··· DATASET ENTRIES

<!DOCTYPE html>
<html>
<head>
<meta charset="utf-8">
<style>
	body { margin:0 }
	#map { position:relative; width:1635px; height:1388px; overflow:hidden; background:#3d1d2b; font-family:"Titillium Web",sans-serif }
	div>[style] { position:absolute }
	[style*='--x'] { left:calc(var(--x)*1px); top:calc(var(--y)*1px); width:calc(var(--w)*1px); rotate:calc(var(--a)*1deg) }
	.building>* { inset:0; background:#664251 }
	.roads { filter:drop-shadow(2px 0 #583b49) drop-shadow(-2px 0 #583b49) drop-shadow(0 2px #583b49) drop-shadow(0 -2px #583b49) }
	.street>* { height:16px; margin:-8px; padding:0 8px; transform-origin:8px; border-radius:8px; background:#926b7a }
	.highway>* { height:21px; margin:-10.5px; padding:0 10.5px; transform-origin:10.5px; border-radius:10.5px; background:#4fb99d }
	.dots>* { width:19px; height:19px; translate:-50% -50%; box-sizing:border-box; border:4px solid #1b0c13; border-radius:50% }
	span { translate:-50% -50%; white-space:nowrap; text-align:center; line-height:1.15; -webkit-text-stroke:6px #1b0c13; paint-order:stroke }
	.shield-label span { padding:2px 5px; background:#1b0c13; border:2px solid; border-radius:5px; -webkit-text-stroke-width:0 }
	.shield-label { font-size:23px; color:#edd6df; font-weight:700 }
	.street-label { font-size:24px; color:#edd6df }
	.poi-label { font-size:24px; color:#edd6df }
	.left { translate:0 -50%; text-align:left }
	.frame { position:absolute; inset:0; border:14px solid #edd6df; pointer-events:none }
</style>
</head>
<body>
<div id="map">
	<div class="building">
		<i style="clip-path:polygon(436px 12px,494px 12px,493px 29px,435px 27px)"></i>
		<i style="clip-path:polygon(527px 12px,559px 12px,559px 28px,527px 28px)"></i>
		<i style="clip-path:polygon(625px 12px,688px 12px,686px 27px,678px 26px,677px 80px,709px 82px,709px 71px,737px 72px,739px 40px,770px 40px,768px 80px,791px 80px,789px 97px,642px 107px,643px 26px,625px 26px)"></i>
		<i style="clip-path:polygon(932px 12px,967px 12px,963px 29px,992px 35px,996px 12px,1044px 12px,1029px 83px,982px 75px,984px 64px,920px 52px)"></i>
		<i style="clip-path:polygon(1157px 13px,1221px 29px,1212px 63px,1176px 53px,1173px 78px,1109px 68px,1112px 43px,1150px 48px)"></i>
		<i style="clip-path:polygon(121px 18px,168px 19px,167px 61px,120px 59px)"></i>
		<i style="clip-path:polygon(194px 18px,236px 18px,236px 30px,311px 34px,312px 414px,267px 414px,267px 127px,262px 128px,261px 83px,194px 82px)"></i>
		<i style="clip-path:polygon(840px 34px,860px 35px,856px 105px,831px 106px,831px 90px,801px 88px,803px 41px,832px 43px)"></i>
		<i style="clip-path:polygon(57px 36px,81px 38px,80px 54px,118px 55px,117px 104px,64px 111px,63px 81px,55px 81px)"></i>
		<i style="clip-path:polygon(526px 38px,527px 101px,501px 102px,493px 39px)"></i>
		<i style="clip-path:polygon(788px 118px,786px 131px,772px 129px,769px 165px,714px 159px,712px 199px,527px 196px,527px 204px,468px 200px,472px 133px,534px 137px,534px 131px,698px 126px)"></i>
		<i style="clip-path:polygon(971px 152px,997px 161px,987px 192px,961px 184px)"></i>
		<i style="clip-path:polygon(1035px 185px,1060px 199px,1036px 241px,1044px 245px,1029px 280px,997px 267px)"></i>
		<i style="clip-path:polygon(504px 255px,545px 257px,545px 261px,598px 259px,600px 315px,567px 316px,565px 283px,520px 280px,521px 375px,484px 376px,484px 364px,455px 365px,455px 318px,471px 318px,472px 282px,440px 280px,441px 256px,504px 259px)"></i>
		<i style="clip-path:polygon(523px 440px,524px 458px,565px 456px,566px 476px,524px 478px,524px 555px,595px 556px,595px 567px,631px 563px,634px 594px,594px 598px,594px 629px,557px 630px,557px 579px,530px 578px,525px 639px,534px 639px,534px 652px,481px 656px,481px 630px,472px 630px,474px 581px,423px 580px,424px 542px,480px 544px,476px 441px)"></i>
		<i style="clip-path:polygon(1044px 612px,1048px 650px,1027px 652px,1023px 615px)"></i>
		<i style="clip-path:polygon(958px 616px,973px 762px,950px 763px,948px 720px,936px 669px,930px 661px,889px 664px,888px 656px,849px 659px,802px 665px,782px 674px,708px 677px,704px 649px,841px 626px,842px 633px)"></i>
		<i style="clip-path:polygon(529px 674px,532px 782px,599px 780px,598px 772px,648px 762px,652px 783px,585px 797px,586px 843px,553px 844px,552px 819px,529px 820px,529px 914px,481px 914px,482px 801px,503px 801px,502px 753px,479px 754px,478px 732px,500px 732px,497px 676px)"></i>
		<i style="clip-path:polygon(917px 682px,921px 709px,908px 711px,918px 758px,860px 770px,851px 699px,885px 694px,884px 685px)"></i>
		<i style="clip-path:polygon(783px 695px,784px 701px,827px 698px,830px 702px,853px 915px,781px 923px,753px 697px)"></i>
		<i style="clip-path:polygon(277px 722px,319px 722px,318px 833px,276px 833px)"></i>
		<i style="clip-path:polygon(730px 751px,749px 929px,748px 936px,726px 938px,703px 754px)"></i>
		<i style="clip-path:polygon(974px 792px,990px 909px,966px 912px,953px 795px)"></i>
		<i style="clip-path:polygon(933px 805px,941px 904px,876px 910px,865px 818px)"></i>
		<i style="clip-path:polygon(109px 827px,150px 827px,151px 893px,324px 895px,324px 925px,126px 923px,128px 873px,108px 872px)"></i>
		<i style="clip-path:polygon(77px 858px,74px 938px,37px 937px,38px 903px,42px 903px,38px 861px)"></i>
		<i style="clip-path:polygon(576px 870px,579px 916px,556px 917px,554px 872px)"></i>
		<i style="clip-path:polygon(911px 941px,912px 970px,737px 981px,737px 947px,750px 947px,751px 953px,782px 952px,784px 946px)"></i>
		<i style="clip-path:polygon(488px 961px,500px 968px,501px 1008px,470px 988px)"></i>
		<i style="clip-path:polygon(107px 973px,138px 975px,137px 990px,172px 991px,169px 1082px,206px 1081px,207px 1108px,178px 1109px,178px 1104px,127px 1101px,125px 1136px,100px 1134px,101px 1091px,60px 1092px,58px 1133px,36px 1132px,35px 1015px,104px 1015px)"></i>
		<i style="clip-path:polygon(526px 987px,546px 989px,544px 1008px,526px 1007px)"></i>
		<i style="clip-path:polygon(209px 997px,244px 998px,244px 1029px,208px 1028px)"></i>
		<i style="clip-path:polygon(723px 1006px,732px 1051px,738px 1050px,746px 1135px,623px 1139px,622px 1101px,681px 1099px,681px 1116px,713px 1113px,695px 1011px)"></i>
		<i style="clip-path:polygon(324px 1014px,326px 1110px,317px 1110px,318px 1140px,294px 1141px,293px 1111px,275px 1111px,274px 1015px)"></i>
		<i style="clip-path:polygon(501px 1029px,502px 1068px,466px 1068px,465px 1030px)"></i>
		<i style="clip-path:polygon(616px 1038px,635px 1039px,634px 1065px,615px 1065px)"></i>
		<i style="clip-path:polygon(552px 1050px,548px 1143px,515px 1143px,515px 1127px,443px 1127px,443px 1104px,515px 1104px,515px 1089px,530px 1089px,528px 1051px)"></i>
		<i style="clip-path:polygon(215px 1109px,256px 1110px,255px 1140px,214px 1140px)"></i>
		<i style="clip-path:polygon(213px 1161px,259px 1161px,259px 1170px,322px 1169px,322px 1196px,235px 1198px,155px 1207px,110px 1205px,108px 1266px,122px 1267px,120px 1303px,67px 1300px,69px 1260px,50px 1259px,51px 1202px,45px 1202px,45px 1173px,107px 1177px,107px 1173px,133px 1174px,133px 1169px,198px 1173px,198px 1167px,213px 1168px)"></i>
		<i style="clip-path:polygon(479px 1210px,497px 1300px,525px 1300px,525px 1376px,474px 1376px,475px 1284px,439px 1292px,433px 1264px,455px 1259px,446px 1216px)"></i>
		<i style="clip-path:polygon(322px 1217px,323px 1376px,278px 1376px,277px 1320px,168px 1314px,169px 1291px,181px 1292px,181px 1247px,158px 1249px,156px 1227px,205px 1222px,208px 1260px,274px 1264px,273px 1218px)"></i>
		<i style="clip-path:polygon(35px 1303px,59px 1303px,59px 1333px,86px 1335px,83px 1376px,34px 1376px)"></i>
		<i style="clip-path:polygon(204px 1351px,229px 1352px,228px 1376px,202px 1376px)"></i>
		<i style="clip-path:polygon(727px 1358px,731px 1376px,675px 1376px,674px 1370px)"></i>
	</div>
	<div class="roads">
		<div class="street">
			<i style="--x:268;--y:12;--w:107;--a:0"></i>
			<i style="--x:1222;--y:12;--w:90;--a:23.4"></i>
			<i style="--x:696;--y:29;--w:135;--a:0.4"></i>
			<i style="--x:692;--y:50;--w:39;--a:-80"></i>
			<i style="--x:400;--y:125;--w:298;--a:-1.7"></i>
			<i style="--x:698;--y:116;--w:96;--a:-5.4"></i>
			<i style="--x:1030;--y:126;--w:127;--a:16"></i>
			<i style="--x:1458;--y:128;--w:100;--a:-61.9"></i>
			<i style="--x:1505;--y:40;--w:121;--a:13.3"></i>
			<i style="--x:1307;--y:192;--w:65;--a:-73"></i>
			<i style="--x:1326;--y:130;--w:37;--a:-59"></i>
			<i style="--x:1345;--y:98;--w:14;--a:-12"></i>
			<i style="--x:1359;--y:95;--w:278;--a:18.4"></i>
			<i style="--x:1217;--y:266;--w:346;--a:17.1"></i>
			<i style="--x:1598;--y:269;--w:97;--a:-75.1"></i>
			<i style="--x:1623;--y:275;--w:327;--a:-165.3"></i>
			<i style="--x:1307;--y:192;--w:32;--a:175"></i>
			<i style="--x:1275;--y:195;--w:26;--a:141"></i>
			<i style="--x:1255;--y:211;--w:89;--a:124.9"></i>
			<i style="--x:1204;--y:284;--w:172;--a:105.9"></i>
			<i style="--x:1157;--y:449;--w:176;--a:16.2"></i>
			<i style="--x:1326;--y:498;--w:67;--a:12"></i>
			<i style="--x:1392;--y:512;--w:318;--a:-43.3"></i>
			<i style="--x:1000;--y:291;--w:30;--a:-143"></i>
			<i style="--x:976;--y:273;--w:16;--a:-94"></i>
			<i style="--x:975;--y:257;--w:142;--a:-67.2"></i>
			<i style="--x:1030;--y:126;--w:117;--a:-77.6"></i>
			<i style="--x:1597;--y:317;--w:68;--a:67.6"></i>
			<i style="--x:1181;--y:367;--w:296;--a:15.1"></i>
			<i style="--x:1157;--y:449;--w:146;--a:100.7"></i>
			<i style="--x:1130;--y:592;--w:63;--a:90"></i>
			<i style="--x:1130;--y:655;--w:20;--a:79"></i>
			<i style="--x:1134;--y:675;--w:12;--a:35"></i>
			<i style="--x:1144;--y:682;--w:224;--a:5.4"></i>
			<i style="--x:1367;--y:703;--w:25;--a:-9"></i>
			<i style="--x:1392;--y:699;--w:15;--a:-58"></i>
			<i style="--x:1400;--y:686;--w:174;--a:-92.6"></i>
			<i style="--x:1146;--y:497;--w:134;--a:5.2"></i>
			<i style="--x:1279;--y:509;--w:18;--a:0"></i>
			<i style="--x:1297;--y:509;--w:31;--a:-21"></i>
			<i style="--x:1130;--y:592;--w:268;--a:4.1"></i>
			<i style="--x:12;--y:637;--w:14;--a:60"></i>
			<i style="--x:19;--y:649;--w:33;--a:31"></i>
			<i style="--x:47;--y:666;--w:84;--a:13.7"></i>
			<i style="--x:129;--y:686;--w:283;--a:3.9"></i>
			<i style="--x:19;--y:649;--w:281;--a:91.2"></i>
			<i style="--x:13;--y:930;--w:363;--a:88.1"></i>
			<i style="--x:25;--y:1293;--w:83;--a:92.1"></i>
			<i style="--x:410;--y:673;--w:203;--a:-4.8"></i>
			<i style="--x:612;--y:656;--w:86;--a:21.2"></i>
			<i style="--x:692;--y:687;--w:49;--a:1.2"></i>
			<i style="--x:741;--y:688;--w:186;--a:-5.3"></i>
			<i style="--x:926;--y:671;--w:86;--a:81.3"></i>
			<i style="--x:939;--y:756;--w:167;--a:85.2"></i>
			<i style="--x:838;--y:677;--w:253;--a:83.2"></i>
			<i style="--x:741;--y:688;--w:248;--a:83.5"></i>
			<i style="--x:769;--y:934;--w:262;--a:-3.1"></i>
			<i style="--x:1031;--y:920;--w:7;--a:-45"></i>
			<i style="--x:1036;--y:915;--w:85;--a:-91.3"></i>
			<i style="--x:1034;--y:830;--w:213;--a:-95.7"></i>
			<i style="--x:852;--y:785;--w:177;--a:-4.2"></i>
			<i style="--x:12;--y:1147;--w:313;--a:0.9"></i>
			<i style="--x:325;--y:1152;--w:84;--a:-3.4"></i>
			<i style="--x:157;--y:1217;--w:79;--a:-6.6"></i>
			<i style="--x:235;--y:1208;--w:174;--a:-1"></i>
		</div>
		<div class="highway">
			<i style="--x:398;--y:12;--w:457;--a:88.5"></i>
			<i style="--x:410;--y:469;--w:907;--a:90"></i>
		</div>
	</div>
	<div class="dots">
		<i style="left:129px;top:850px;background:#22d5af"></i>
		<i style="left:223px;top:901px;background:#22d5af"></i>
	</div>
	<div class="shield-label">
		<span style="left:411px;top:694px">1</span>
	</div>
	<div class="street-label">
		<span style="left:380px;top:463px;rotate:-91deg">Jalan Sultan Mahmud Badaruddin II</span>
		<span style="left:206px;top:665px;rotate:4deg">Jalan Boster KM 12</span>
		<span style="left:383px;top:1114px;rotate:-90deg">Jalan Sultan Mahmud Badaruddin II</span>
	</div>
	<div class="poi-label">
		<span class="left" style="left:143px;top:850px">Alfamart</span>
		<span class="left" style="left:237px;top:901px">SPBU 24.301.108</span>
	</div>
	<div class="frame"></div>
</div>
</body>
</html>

······

EXERCISE DIRECTIONS:
Precisely reproduce the lines of the entries, beginning at the first and ending at the one containing "filter:drop-shadow(2px 0 #583b49)". Add nothing.

RESPONSE BOX:
<!DOCTYPE html>
<html>
<head>
<meta charset="utf-8">
<style>
	body { margin:0 }
	#map { position:relative; width:1635px; height:1388px; overflow:hidden; background:#3d1d2b; font-family:"Titillium Web",sans-serif }
	div>[style] { position:absolute }
	[style*='--x'] { left:calc(var(--x)*1px); top:calc(var(--y)*1px); width:calc(var(--w)*1px); rotate:calc(var(--a)*1deg) }
	.building>* { inset:0; background:#664251 }
	.roads { filter:drop-shadow(2px 0 #583b49) drop-shadow(-2px 0 #583b49) drop-shadow(0 2px #583b49) drop-shadow(0 -2px #583b49) }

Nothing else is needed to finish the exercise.